Data excerpts:
=====

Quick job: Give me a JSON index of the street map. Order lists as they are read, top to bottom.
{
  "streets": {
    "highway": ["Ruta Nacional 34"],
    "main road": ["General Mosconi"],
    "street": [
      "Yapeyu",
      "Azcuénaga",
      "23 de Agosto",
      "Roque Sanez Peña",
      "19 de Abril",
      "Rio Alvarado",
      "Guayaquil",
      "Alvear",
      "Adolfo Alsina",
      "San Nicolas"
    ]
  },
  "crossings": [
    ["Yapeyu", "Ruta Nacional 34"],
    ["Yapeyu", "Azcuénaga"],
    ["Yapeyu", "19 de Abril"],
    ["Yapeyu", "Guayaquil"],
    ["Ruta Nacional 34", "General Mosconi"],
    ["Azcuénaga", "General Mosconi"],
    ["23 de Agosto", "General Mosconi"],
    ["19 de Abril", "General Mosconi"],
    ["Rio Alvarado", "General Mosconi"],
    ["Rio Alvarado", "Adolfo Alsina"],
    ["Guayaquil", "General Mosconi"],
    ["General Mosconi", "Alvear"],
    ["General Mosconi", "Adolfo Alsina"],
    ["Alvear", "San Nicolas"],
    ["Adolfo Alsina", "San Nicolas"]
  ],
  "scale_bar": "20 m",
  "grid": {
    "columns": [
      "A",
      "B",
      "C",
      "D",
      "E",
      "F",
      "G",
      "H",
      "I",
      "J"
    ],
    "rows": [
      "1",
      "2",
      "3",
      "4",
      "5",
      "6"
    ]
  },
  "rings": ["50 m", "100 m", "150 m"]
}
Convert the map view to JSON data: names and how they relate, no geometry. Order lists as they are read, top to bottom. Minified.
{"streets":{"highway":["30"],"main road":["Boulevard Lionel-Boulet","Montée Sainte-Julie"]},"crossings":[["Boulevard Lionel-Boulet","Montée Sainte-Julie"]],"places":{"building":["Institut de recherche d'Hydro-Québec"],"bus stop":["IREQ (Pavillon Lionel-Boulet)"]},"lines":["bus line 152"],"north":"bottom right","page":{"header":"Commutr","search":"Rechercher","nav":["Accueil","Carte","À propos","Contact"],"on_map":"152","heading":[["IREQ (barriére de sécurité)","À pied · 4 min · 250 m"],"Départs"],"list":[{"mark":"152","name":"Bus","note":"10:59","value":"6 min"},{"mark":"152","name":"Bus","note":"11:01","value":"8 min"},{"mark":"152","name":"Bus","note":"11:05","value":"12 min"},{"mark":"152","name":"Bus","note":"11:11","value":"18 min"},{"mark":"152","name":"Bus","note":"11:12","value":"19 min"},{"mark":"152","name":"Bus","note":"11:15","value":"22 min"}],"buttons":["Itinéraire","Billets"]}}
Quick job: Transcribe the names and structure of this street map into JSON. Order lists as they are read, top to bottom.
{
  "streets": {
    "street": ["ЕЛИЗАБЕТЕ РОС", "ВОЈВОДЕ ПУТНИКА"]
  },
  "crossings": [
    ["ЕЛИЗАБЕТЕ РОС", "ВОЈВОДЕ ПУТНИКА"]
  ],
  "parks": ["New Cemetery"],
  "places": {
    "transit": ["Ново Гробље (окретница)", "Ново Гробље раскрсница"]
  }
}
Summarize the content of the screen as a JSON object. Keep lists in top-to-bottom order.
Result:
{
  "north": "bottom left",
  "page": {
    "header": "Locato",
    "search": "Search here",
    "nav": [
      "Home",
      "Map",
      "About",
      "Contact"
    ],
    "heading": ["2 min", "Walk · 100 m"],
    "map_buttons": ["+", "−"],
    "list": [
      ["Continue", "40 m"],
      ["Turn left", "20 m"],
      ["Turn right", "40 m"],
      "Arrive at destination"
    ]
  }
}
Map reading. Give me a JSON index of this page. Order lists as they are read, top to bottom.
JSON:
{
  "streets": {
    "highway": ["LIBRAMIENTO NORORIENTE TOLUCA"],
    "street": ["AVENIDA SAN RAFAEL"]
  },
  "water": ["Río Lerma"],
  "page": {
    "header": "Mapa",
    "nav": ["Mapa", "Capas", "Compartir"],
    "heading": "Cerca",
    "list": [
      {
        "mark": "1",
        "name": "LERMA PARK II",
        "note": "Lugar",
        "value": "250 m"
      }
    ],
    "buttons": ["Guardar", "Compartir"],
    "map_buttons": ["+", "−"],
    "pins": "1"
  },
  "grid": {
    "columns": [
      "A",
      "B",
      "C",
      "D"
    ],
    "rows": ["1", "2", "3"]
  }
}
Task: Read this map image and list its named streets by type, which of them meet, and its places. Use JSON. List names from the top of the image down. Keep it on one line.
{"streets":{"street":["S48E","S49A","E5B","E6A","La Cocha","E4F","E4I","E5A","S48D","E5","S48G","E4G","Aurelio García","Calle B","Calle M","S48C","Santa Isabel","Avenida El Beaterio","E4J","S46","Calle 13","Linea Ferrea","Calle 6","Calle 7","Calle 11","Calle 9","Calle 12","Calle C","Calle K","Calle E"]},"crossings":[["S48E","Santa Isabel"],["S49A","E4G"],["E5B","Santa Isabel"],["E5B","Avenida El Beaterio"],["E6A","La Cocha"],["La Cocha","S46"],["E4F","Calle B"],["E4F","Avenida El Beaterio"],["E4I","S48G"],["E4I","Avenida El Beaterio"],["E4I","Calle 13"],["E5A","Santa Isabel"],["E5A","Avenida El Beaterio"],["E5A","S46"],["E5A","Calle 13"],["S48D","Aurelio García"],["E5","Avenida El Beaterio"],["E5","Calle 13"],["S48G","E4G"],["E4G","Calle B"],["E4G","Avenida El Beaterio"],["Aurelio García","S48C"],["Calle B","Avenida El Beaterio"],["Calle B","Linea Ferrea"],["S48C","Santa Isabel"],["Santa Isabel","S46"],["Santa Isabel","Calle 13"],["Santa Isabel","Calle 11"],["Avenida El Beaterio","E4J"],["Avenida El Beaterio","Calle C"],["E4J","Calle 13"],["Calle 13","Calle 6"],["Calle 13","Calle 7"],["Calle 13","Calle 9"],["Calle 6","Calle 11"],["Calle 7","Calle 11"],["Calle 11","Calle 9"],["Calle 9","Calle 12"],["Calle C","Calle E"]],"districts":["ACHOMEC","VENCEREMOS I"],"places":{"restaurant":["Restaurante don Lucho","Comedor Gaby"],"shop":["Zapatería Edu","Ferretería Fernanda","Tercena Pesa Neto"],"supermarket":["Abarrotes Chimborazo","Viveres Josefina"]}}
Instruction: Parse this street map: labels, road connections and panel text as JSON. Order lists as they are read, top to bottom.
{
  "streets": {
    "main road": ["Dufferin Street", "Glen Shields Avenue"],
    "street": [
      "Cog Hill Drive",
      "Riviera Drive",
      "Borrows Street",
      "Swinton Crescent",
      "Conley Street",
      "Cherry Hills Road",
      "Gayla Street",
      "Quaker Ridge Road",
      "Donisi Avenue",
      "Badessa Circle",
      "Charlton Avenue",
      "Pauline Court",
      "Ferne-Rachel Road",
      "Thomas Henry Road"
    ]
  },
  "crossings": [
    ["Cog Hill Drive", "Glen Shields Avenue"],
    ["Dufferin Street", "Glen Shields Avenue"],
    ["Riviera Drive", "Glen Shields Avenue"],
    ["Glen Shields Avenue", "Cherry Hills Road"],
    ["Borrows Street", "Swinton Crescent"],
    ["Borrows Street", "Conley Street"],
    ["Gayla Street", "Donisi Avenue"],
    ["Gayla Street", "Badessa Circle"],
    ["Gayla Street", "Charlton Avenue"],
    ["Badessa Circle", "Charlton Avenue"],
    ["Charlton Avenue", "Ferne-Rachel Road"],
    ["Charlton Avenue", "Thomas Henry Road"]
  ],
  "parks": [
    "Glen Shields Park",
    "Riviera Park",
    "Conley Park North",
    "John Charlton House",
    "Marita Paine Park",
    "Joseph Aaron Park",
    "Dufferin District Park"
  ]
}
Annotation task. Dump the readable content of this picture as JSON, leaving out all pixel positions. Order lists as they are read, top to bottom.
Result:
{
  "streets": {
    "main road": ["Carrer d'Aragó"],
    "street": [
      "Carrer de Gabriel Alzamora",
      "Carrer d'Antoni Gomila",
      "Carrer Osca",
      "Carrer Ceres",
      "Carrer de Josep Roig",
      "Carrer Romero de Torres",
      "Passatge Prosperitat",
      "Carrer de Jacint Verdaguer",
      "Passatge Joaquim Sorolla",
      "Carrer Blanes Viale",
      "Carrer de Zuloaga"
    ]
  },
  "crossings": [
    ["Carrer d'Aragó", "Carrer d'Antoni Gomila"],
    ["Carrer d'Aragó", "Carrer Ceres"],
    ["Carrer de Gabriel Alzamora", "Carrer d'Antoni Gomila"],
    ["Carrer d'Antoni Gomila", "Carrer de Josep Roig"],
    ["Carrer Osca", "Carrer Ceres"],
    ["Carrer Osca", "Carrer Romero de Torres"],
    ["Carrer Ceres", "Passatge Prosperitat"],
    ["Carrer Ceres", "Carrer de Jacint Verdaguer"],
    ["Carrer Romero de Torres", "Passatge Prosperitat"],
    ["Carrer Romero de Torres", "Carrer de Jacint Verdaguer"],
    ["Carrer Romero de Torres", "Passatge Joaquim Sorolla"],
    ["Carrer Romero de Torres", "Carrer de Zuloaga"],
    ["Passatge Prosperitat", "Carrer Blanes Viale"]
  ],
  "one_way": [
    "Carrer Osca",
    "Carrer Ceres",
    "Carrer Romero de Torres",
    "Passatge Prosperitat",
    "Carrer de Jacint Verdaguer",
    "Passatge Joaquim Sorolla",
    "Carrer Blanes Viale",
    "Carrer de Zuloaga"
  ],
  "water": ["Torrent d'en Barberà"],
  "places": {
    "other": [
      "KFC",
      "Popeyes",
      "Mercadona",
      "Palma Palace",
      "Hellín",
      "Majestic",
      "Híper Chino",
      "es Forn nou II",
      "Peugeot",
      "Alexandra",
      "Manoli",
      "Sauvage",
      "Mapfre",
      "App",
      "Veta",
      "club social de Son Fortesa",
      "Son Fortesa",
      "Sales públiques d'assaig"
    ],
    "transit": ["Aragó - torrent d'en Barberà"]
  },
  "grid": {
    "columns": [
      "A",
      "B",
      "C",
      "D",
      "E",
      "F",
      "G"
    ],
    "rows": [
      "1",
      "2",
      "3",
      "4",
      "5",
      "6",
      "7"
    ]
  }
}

=====

Task to complete:
Each line above with the word "they" needs to be copied.

Written answer:
Quick job: Give me a JSON index of the street map. Order lists as they are read, top to bottom.
Convert the map view to JSON data: names and how they relate, no geometry. Order lists as they are read, top to bottom. Minified.
Quick job: Transcribe the names and structure of this street map into JSON. Order lists as they are read, top to bottom.
Map reading. Give me a JSON index of this page. Order lists as they are read, top to bottom.
Instruction: Parse this street map: labels, road connections and panel text as JSON. Order lists as they are read, top to bottom.
Annotation task. Dump the readable content of this picture as JSON, leaving out all pixel positions. Order lists as they are read, top to bottom.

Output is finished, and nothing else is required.